Tens of thousands of Georgia families have the same or similar struggles with a local public school that isn’t the right fit for their child needs. This is no blanket condemnation of Georgia public schools, many of which are excellent and led by incredible teachers who change lives every day. All of my children attended public schools and public universities, as did I.

More than 90 percent of Georgia’s children go to public schools, and I’ve proudly led on budgets that fully fund public schools and have increased teacher pay by about $10,000 over the past 7 years.

But that doesn’t change the fact that some families would benefit from options, particularly the households that can’t afford to pay out of pocket for private schools, therapy or tutoring.

This year, I’m supporting legislation in the Georgia House that takes a first step toward empowering parents. SB 233 came close to passage last year and I’m committed to doing everything I can to see it get to the desk of Gov. Brian Kemp, a strong supporter of the legislation.

This bill would give certain Georgia families -- those whose local public school is in the lowest-performing 25 percent in the state -- $6,500 to put toward private school tuition. Counties that don’t have any schools in this category won’t be affected at all, but for children trapped in underperforming schools, the Promise Scholarship could prove life-changing.

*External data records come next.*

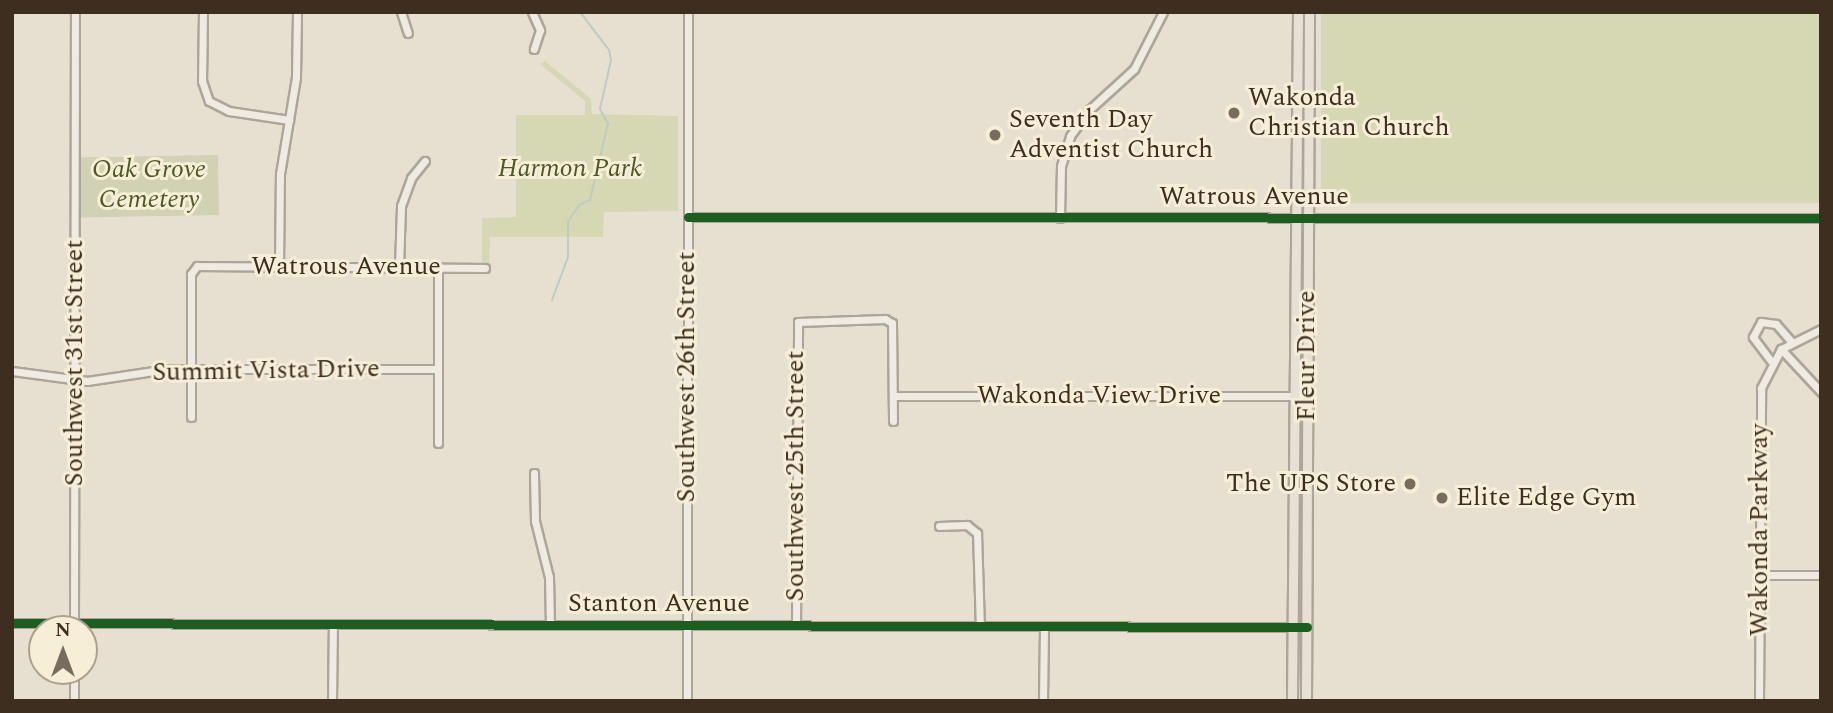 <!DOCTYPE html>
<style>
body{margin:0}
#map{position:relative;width:1833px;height:713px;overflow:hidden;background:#e7e0d1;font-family:Spectral,serif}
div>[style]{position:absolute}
.green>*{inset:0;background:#d6d7b3;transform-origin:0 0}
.cemetery>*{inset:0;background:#d1d1b3;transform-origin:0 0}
.stream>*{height:2px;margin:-1px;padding:0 1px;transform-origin:1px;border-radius:1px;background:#bcccc2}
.roads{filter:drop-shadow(2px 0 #ada599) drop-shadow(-2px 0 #ada599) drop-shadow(0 2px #ada599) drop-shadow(0 -2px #ada599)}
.minor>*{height:7px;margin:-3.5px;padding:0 3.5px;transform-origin:3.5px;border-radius:3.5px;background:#efebe3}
.major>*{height:9px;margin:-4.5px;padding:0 4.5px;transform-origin:4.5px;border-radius:4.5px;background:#e6e1d4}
.cycleway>*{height:9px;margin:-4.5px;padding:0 4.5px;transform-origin:4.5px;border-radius:4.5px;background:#1b5e20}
.dots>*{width:19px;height:19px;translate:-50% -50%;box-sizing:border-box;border:4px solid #f7eed8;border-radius:50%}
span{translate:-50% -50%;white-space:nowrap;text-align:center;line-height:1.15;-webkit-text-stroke:6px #f7eed8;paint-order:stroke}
.poi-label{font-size:26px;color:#3d2e20}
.left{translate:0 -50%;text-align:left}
.right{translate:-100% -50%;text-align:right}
.park-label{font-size:26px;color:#4d5a26;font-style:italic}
.street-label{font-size:26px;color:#3d2e20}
.frame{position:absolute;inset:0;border:14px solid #3d2e20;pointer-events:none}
.north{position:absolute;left:28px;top:615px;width:70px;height:70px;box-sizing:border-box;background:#f7eed8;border:2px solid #ada18e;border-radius:50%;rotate:0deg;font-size:19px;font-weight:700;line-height:28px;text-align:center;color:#3d2e20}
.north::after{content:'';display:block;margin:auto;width:24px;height:32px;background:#786c5e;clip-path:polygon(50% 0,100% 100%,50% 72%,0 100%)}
</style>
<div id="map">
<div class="green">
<i style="left:1321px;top:12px;width:500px;height:191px"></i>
<i style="clip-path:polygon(545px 61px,591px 99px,592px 114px,678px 116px,678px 211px,604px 212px,603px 237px,490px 237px,489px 263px,482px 263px,482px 218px,516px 217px,516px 115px,585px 115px,585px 101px,540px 64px)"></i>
</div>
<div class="cemetery">
<i style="left:218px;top:155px;width:60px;height:139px;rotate:89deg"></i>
</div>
<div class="stream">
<i style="left:552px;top:300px;width:46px;rotate:-69.6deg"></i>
<i style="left:568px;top:257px;width:35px;rotate:-90deg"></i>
<i style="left:568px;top:222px;width:20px;rotate:-57deg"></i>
<i style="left:579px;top:205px;width:12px;rotate:-24deg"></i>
<i style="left:590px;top:200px;width:78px;rotate:-76.7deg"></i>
<i style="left:608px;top:124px;width:17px;rotate:-118deg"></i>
<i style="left:600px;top:109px;width:50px;rotate:-77.3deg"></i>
<i style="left:611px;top:60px;width:10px;rotate:-101deg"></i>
<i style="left:609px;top:50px;width:48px;rotate:-127.3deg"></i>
</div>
<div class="roads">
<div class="minor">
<i style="left:203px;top:12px;width:69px;rotate:90.8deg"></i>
<i style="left:202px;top:81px;width:21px;rotate:71deg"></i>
<i style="left:209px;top:101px;width:22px;rotate:27deg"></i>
<i style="left:229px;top:111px;width:61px;rotate:8.5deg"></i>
<i style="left:401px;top:12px;width:22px;rotate:72deg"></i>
<i style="left:532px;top:12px;width:20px;rotate:66deg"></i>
<i style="left:540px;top:30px;width:20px;rotate:108deg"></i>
<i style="left:688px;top:217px;width:1133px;rotate:0.05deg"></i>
<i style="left:1060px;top:218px;width:52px;rotate:-88.9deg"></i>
<i style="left:1061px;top:166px;width:31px;rotate:-73deg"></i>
<i style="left:1070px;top:136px;width:32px;rotate:-54deg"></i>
<i style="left:1089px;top:110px;width:61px;rotate:-42.3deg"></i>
<i style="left:1134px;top:69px;width:64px;rotate:-63deg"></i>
<i style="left:279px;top:266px;width:92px;rotate:-89.4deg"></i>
<i style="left:280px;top:174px;width:98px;rotate:-80.6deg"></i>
<i style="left:296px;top:77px;width:65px;rotate:-89.1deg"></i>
<i style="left:399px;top:267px;width:61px;rotate:-88.1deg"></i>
<i style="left:401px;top:206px;width:30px;rotate:-70deg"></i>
<i style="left:411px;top:178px;width:22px;rotate:-51deg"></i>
<i style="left:1781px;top:349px;width:59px;rotate:47.1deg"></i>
<i style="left:1771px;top:361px;width:30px;rotate:-127deg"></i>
<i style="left:1753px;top:337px;width:17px;rotate:-62deg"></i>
<i style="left:1761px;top:322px;width:15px;rotate:8deg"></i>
<i style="left:1776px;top:324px;width:23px;rotate:49deg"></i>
<i style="left:12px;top:371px;width:76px;rotate:7.6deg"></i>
<i style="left:87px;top:381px;width:81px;rotate:-8.5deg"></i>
<i style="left:167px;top:369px;width:271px"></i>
<i style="left:893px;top:396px;width:413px"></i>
<i style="left:191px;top:417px;width:143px;rotate:-90deg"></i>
<i style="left:191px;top:274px;width:10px;rotate:-53deg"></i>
<i style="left:197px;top:266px;width:288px;rotate:0.4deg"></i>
<i style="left:438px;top:443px;width:176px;rotate:-90deg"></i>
<i style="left:534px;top:473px;width:48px;rotate:88.8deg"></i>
<i style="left:535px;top:521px;width:58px;rotate:76deg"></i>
<i style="left:549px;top:577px;width:48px;rotate:88.8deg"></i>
<i style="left:939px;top:526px;width:28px;rotate:-2deg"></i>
<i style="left:967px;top:525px;width:13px;rotate:39deg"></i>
<i style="left:977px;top:533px;width:93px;rotate:88.2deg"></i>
<i style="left:1760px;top:575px;width:61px"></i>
<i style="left:12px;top:623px;width:1295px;rotate:0.18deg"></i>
<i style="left:796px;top:625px;width:303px;rotate:-89.6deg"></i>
<i style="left:798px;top:322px;width:87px;rotate:-2deg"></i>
<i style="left:885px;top:319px;width:8px;rotate:30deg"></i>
<i style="left:892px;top:323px;width:98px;rotate:89.4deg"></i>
<i style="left:74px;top:629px;width:617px;rotate:-89.91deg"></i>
<i style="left:74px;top:671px;width:30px;rotate:90deg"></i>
<i style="left:332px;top:701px;width:77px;rotate:-89.3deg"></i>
<i style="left:687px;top:701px;width:689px;rotate:-89.92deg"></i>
<i style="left:1043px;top:701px;width:75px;rotate:-89.2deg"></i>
<i style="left:1759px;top:701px;width:313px;rotate:-89.6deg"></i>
<i style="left:1761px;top:388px;width:44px;rotate:-62.9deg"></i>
<i style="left:1781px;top:349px;width:45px;rotate:-26.6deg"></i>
</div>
<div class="major">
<i style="left:1292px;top:701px;width:689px;rotate:-89.5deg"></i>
<i style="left:1306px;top:701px;width:689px;rotate:-89.75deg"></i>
</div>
</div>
<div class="cycleway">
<i style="left:688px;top:217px;width:1133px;rotate:0.05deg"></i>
<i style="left:12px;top:623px;width:1295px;rotate:0.18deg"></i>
</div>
<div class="dots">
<i style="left:1234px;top:113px;background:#786c5e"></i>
<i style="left:995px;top:135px;background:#786c5e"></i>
<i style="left:1410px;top:484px;background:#786c5e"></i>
<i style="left:1442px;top:498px;background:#786c5e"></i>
</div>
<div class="poi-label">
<span class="left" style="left:1248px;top:113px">Wakonda<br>Christian Church</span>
<span class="left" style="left:1009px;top:135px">Seventh Day<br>Adventist Church</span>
<span class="right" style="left:1396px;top:484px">The UPS Store</span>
<span class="left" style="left:1456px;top:498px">Elite Edge Gym</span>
</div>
<div class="park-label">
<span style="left:570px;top:169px">Harmon Park</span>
<span style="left:149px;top:185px">Oak Grove<br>Cemetery</span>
</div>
<div class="street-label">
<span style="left:1254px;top:197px">Watrous Avenue</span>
<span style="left:346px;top:267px">Watrous Avenue</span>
<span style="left:1307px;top:356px;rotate:-90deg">Fleur Drive</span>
<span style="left:75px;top:363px;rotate:-90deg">Southwest 31st Street</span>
<span style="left:266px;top:371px;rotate:-1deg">Summit Vista Drive</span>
<span style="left:687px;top:377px;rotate:-90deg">Southwest 26th Street</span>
<span style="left:1099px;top:396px">Wakonda View Drive</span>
<span style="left:796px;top:476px;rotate:-90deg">Southwest 25th Street</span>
<span style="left:1760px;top:530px;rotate:-90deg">Wakonda Parkway</span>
<span style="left:659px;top:604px">Stanton Avenue</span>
</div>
<div class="frame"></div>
<div class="north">N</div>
</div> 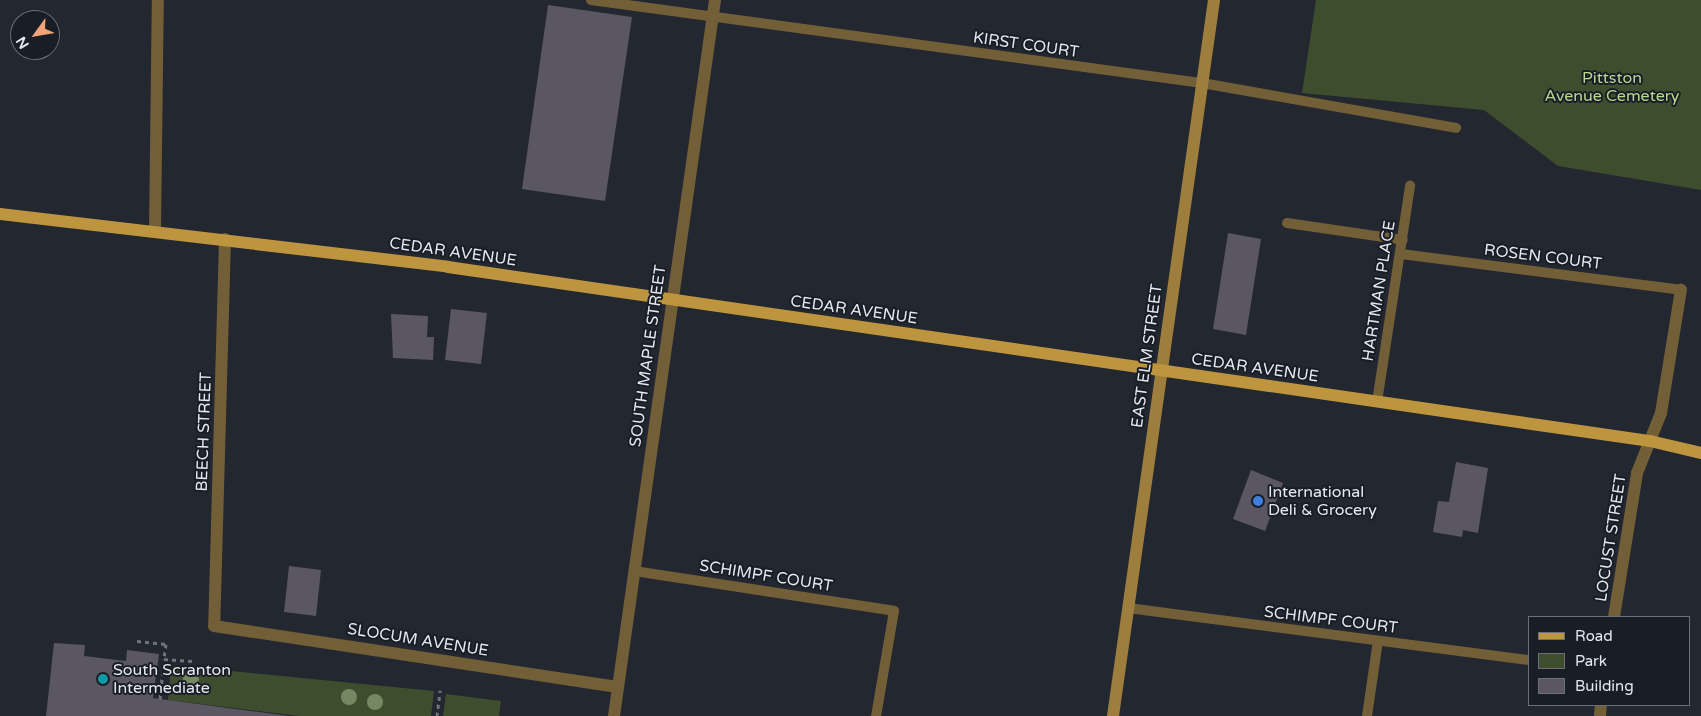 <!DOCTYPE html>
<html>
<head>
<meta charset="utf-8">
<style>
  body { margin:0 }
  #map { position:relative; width:1701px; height:716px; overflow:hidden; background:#232730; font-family:"Varela Round",sans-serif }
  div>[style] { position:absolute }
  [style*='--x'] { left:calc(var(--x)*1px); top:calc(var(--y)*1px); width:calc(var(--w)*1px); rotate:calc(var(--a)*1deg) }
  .green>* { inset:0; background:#3f4d2f }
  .building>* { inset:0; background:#5b5762 }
  .path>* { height:3px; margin-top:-1.5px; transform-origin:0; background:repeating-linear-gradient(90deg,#6f737a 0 4px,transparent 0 8px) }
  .lane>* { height:10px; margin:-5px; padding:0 5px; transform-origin:5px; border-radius:5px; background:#725f38 }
  .street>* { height:12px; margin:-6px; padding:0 6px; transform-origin:6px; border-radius:6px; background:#725f38 }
  .secondary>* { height:12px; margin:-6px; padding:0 6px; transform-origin:6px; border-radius:6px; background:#9d7e3d }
  .primary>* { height:12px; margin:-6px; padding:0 6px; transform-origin:6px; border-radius:6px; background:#bd953e }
  .trees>* { width:16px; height:16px; margin:-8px; border-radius:50%; background:#748864 }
  .dots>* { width:14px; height:14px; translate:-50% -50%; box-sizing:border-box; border:2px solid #191e26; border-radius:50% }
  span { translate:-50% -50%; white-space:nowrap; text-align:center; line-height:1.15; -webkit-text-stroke:4px #191e26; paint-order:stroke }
  .street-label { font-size:16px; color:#e5e8ee }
  .park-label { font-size:16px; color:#b7d88e }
  .poi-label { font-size:16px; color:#e5e8ee }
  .left { translate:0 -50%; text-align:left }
  .legend { position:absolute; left:1528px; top:616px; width:162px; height:90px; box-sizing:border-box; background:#191e26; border:1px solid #6b6f76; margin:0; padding:6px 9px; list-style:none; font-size:15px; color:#e5e8ee }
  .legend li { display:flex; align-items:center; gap:10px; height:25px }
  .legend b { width:25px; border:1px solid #6b6f76 }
  .north { position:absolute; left:10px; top:10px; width:50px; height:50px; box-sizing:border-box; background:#191e26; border:1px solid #6b6f76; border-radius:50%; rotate:238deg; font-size:14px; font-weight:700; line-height:20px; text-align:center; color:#e5e8ee }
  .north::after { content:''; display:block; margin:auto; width:18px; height:22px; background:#efa376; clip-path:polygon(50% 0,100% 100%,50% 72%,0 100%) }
</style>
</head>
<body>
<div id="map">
  <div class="green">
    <i style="clip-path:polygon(1316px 0,1701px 0,1701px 190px,1558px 166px,1484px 110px,1302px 93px)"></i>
    <i style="clip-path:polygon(171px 665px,434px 691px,431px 716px,299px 716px,168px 700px)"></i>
    <i style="clip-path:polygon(446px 694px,501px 701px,499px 716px,443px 716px)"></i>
  </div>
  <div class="building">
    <i style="clip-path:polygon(548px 5px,632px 17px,605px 201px,522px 189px)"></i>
    <i style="clip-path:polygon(1228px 233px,1261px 239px,1246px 335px,1213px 329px)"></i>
    <i style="clip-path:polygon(451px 309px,487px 313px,481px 364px,445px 360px)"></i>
    <i style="clip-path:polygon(391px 314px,428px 316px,427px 337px,434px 337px,433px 360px,393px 358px)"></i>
    <i style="clip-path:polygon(1456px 462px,1488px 468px,1478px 533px,1463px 530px,1462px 537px,1433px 532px,1438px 501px,1449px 502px)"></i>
    <i style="clip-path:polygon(1251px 470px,1283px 483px,1265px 531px,1233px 519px)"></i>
    <i style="clip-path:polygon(289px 566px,321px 570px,316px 616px,284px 612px)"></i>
    <i style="clip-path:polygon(54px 643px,85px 645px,84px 656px,126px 661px,127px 650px,159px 654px,153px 698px,289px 716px,46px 716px)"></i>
  </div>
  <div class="path">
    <i style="--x:137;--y:641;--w:29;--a:6"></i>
    <i style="--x:166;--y:644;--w:15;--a:98"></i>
    <i style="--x:160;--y:699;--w:40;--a:-84.3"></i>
    <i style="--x:164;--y:659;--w:28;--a:4"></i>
    <i style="--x:437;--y:716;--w:26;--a:-83"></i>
  </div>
  <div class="lane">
    <i style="--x:591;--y:0;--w:617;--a:7.74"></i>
    <i style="--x:1202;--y:83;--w:258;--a:10"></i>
    <i style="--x:1287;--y:223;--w:117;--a:8.3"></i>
    <i style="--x:1401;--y:254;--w:282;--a:7.3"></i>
    <i style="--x:1377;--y:402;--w:219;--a:-81.3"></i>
    <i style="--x:634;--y:571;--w:263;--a:8.7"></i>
    <i style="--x:894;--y:611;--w:107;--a:99.7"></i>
    <i style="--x:1128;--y:608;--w:405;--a:7.4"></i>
    <i style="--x:1367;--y:716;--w:76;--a:-81.7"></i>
  </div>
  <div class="street">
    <i style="--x:155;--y:231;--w:231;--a:-89.3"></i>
    <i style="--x:225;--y:239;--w:387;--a:91.6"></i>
    <i style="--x:214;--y:626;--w:408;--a:8.6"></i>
    <i style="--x:1614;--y:617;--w:146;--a:-80.9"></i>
    <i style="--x:1637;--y:473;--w:65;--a:-68.2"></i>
    <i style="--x:1661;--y:413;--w:125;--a:-80.8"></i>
    <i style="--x:614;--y:716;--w:723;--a:-81.97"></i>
    <i style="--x:1600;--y:716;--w:11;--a:-85"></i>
  </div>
  <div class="secondary">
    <i style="--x:1113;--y:716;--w:723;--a:-81.97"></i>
  </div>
  <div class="primary">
    <i style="--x:0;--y:214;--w:451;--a:6.7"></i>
    <i style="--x:448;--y:267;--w:1215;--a:8.24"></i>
    <i style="--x:1650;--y:441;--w:52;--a:13.2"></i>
  </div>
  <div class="trees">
    <i style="left:191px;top:679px"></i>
    <i style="left:349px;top:697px"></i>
    <i style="left:375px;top:702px"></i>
  </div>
  <div class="dots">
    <i style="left:1258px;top:501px;background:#3f7fe0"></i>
    <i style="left:103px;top:679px;background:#0f9aa8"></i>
  </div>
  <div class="street-label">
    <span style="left:1026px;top:45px;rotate:8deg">KIRST COURT</span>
    <span style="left:453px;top:252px;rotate:8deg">CEDAR AVENUE</span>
    <span style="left:1543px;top:257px;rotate:7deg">ROSEN COURT</span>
    <span style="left:1379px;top:291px;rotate:-81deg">HARTMAN PLACE</span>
    <span style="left:854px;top:310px;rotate:8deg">CEDAR AVENUE</span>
    <span style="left:648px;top:356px;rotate:-82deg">SOUTH MAPLE STREET</span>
    <span style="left:1147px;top:356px;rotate:-82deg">EAST ELM STREET</span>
    <span style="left:1255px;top:368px;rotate:8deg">CEDAR AVENUE</span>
    <span style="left:204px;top:432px;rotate:-88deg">BEECH STREET</span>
    <span style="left:1611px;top:538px;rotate:-81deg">LOCUST STREET</span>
    <span style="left:766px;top:576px;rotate:9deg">SCHIMPF COURT</span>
    <span style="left:1331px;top:620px;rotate:7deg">SCHIMPF COURT</span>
    <span style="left:418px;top:640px;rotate:9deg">SLOCUM AVENUE</span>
  </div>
  <div class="park-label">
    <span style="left:1612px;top:87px">Pittston<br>Avenue Cemetery</span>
  </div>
  <div class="poi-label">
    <span class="left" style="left:1268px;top:501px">International<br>Deli &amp; Grocery</span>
    <span class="left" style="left:113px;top:679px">South Scranton<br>Intermediate</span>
  </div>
  <ul class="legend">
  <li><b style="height:6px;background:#bd953e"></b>Road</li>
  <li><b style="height:14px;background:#3f4d2f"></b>Park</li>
  <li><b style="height:14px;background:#5b5762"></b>Building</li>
  </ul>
  <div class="north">N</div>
</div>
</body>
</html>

Critics of the law say the program takes money away from public schools, but it actually is a net benefit: While the local school districts won’t receive state tax dollars for students who aren’t enrolled there, they’ll still get the same amount from local property tax dollars, which means more funding per student.

President Joe Biden’s Education Secretary Miguel Cardoza recently came to Atlanta and told news media that parent choice programs will destroy public schools. Such rhetoric might work if we didn’t already have data proving him wrong. As my friend’s example attests, Florida’s law applies universally – far beyond what we’re considering in Georgia – with no collapse of public schools. What we’ve seen there is that newly empowered parents are now fierce advocates for protecting the program that has given their children new opportunities.

I want those opportunities for Georgia’s kids and I’m thrilled that we’re starting with the children who need options the most. It’s time for Georgia to catch up with its pioneering neighbors and let tax dollars follow the child, not systems that are failing them.

Rep. Jan Jones, R-Milton, is speaker pro tem of the Georgia House of Representatives.